Rate of p (C8 only)/p (C7 or C8) of aMOx A275G. p (C8 only) are shown in the blue bar, and p (C7 or C8) are shown in the orange bar. The ratios of p (C8 only)/p (C7 or C8) are also listed in the brackets. All results are the averages of the corresponding ten 30 ns aMD trajectories.

TABLE 4

Inverse martensite selectivity of the system and the ratio of p (C8 only)/p (C7 or C8) in the simulated trajectories of aMD at different distance thresholds.

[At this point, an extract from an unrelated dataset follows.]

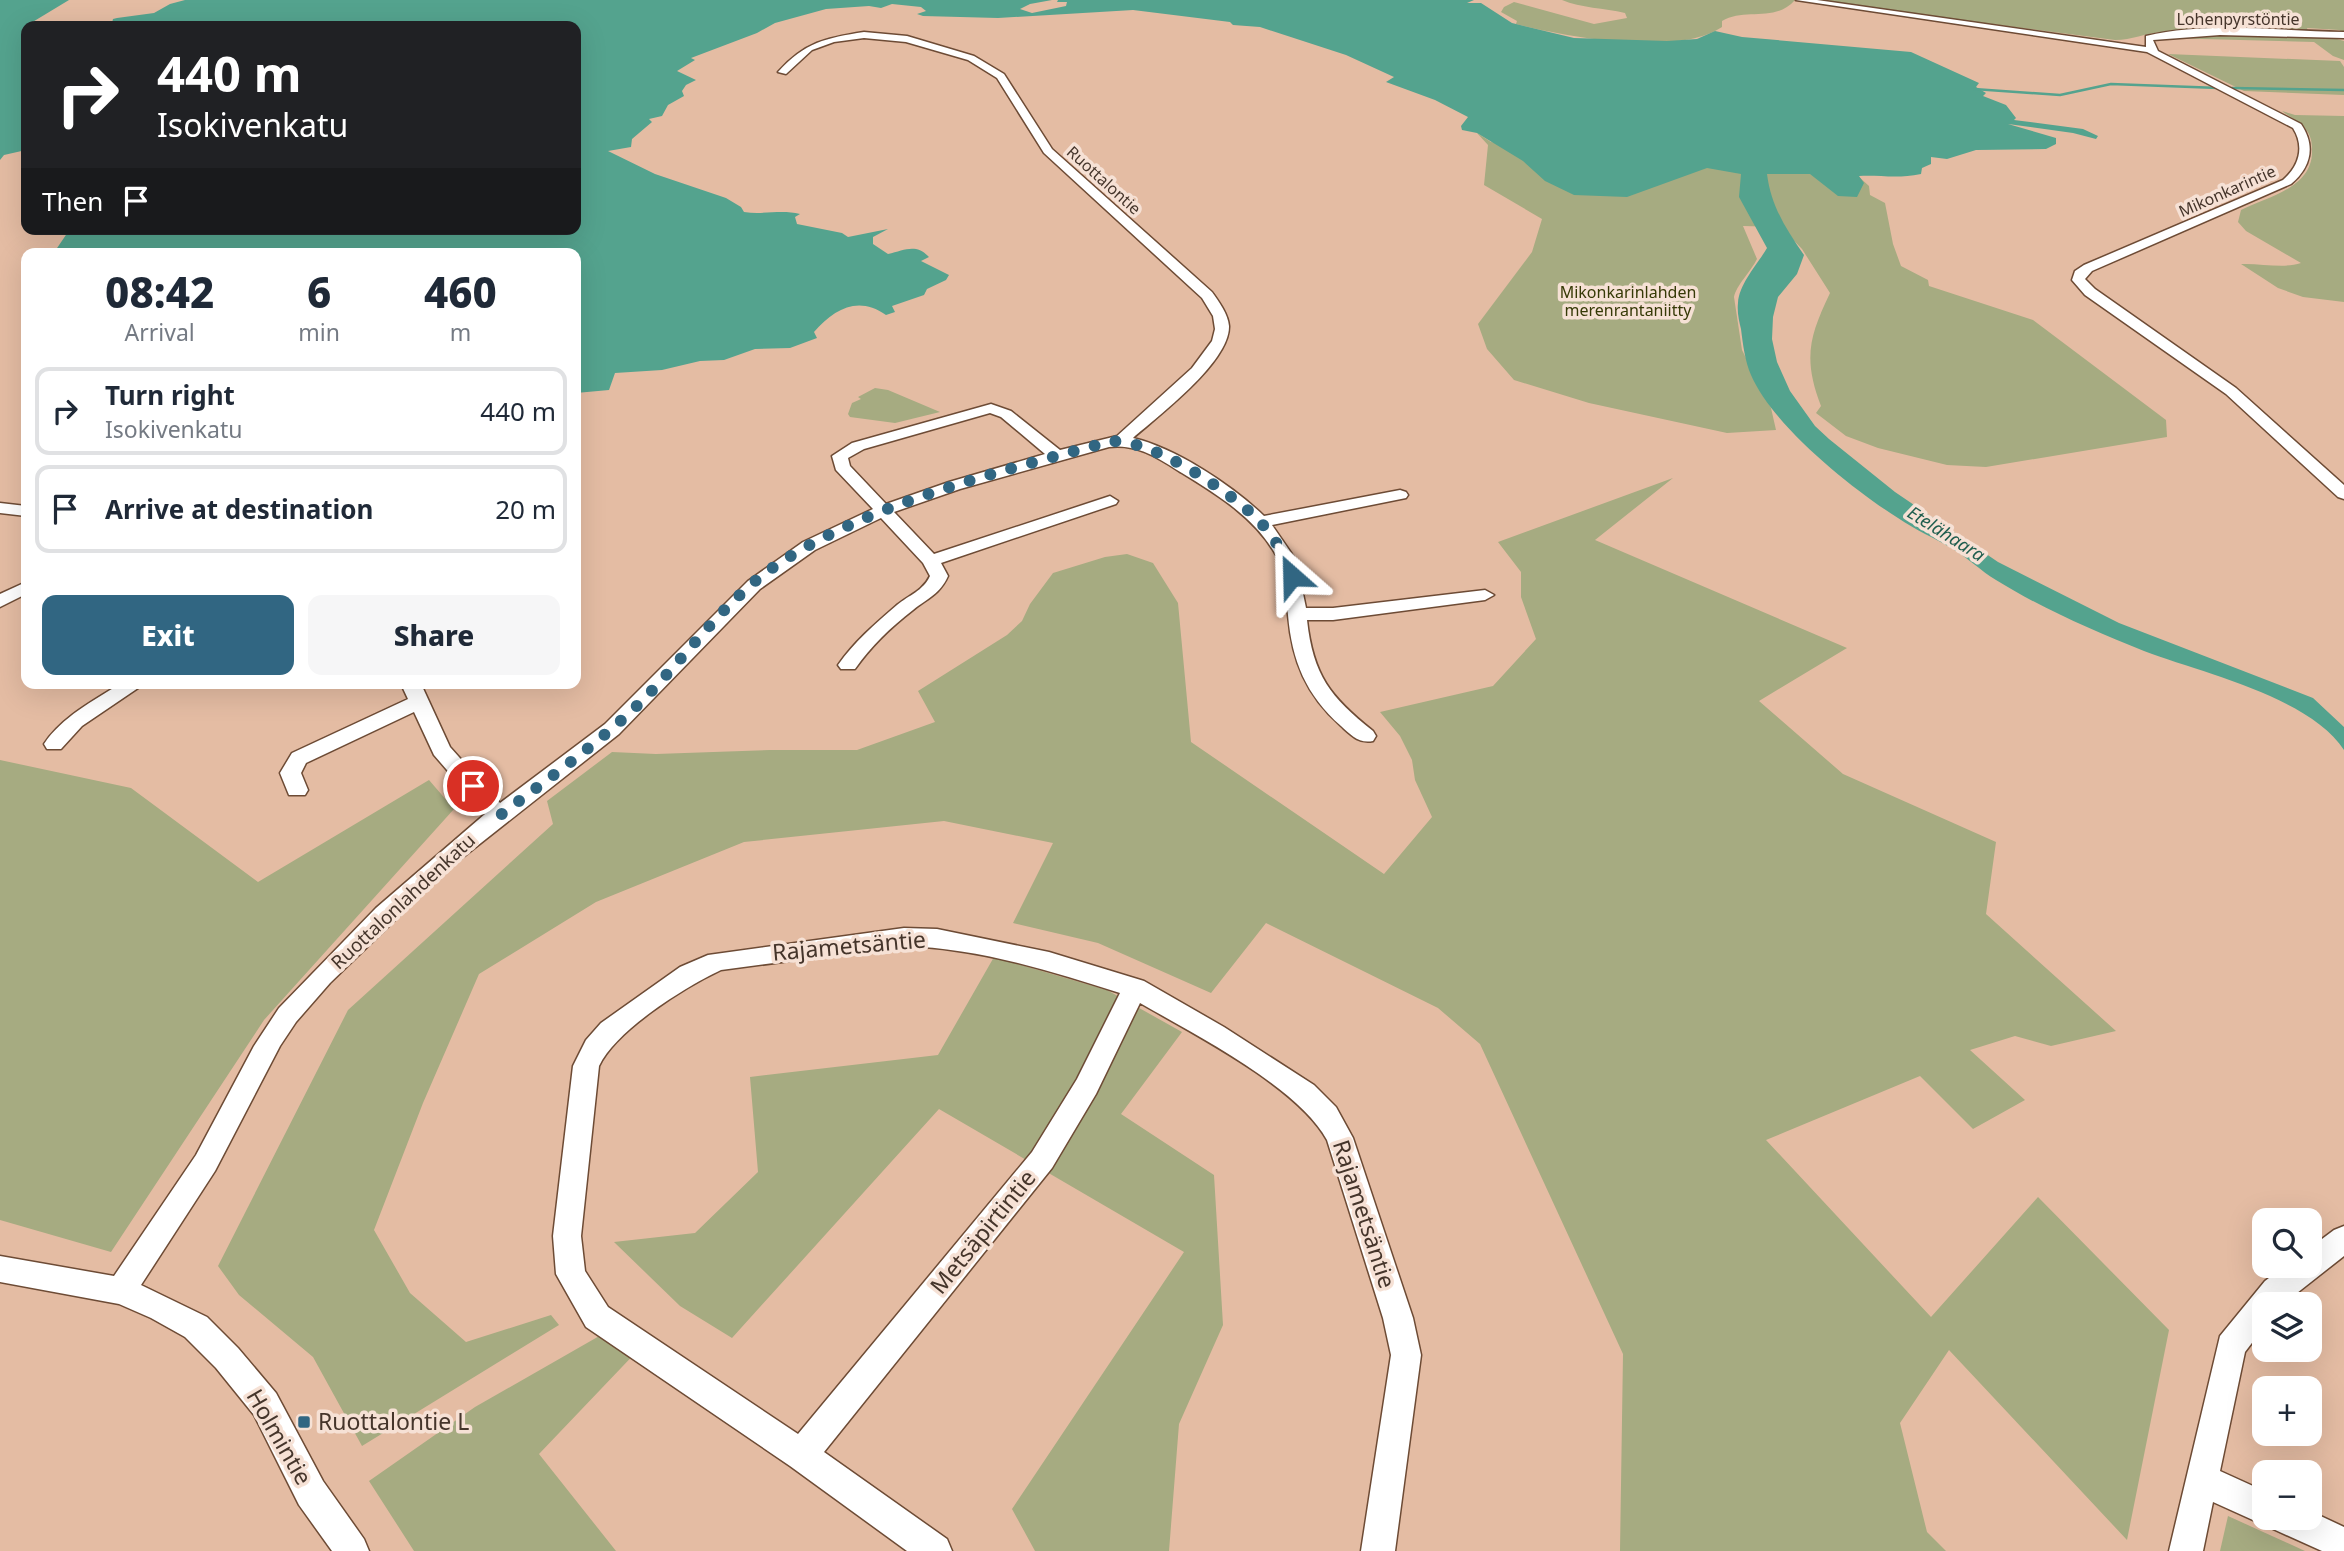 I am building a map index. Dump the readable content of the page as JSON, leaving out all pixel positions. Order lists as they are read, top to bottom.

Enzyme	Anti-Markovnikov	Ratio p (C8 only)/p (C7 or C8)
	Selectivity	Maxdist = 3.6	Maxdist = 3.8	Maxdist = 4.0
Round 1	0.45	0.34	0.29	0.25
Round 2	0.55	0.34	0.30	0.26
Round 8	0.76	0.35	0.33	0.30
aMOx	0.81	0.42	0.36	0.30
A275G	0.99	0.53	0.47	0.42
Spearman ranking power		0.97	1.00	0.97

Conclusion

The AM oxidation of aromatic olefins into corresponding aromatic aldehydes is an important synthetic route in the industry. Using computational methods combined with experiments, we revealed two key factors that influence the substrate’s AM selectivity of P450 aMOx as follows: 1) distance and 2) frequency of substrate reaction sites within a reasonable distance from the reaction. Based on these key factors, we have proposed a “butterfly” catalytic model. Finally, we successfully designed the mutant aMOx A275G with an AM selectivity of more than 99%. The results of this study are expected to contribute to the rational design of AM selectivity for enzyme-catalyzed AM oxidation reactions.